Obama's need for class warfare
King Solomon put it best when he said “there is nothing new under the sun”. And so it is with politics.
Even now, political history is repeating itself. We have a Democrat in the White House giving speeches about how America is losing its spirit in the midst of a recession and high unemployment – just like Jimmy Carter in his “Malaise speech” in 1979. And we have polls indicating that what Americans are really getting tired of is the President. Again, just like with Carter.
According to the latest Gallup poll, only 42% of the public approve of Obama’s job performance – fewer than any other president at this point in office since the dawn of polling. And the opinions are pretty strong.
According to pollster Scott Rasmussen, only 23% “strongly approve”, while 38% “strongly disapprove”, leaving Obama fifteen points in the hole when it comes to those who have any passion to their opinions. Further, 3/4ths of voters think that the nation is on the “wrong track”, and over half of the country still opposes his biggest legislative success, ObamaCare, and want to see it repealed.
Of course none of this bodes well for re-election, which explains Obama’s reach for another historical retread – class warfare.
For decades, liberal political strategy has been built around buying large segments of the electorate with government largesse and, more often than not, doing it with borrowed money. Obama’s problem is that his administration comes at a time when most everyone has realized that the national credit card is maxed out, and that the bank won’t increase the limit.
This is creating political turbulence.
Whether with the Tea Party or the Occupy movement, what we are seeing is just a taste of the social and political upheaval that is the inevitable result of the financially inevitable rollback of the bloated welfare state. The Tea Party is tired of paying for it and having liberties trampled under the feet of big government, and the Occupy crowd demands that the coddling nanny state continue to grow and that the checks keep coming.
Someone is in for a disappointment.
Keep in mind that it was the philosophy of Obama and the Occupy crowd that helped get us here. Liberals (with an occasional assist from big government Republicans) grew government and pushed us deeper in debt. They pushed reckless policies which inflated the housing bubble that supported the credit card economy, and then led to its popping. Now they are upset with having to reap the fruit of their own philosophy, so they angrily demand more of it in order to fix the problems it has created. (I’m drunk! Give me another drink!)

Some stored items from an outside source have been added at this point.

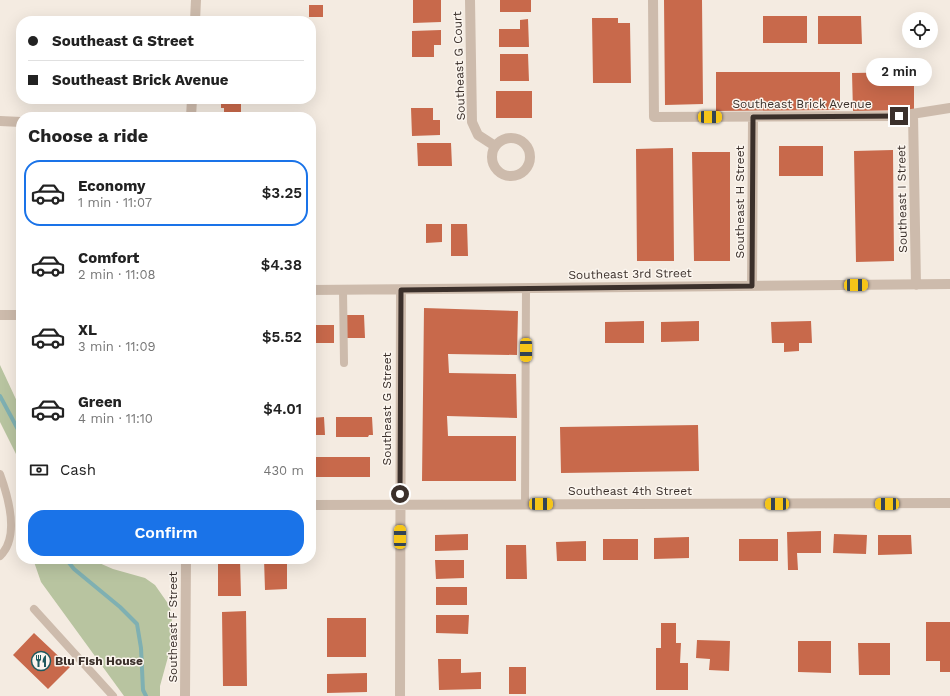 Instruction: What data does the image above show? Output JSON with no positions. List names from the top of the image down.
{
  "streets": {
    "street": [
      "Southeast G Court",
      "Southeast Brick Avenue",
      "Southeast I Street",
      "Southeast H Street",
      "Southeast 3rd Street",
      "Southeast G Street",
      "Southeast 4th Street",
      "Southeast F Street"
    ]
  },
  "crossings": [
    ["Southeast Brick Avenue", "Southeast I Street"],
    ["Southeast Brick Avenue", "Southeast H Street"],
    ["Southeast I Street", "Southeast 3rd Street"],
    ["Southeast H Street", "Southeast 3rd Street"],
    ["Southeast 3rd Street", "Southeast G Street"],
    ["Southeast G Street", "Southeast 4th Street"]
  ],
  "places": {
    "restaurant": ["Blu Fish House"]
  },
  "page": {
    "banner": ["Southeast G Street", "Southeast Brick Avenue"],
    "bubble": "2 min",
    "heading": "Choose a ride",
    "list": [
      {
        "name": "Economy",
        "note": "1 min · 11:07",
        "value": "$3.25"
      },
      {
        "name": "Comfort",
        "note": "2 min · 11:08",
        "value": "$4.38"
      },
      {
        "name": "XL",
        "note": "3 min · 11:09",
        "value": "$5.52"
      },
      {
        "name": "Green",
        "note": "4 min · 11:10",
        "value": "$4.01"
      }
    ],
    "pay": ["Cash", "430 m"],
    "buttons": "Confirm"
  }
}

In a cosmic justice kind of way one is tempted to let the baby have its bottle, but for the fact that we have to live here too – and they want to stick the rest of us with the tab.
The political result is Obama’s need to dust off the old class-warfare, divide and conquer strategy, where you seek to define “us” as being an overwhelming majority being set upon by a small “them”. (Giving us the 99% vs. 1% rhetoric)
But the rhetoric doesn’t match reality.
One presumes that in a down economy, many of the so-called “99%” want economic growth, which means jobs, but those are easier to come by in a capitalist economy where the 1% - or anyone for that matter – can put their capital at risk in the market, as opposed to having it at greater risk of government confiscation.
For their part, the “rich” finally seem to be catching on to the political game the left has been playing.
For decades, liberals have been politically biting the wealthy hands that have fed them. The question has been how long those hands would keep feeding them. It seems that we now have an answer. Recent reports suggest that many of Obama’s wealthy donors have had enough, what with his class warriors camping out in public, beating drums and demanding that their wealth be re-distributed.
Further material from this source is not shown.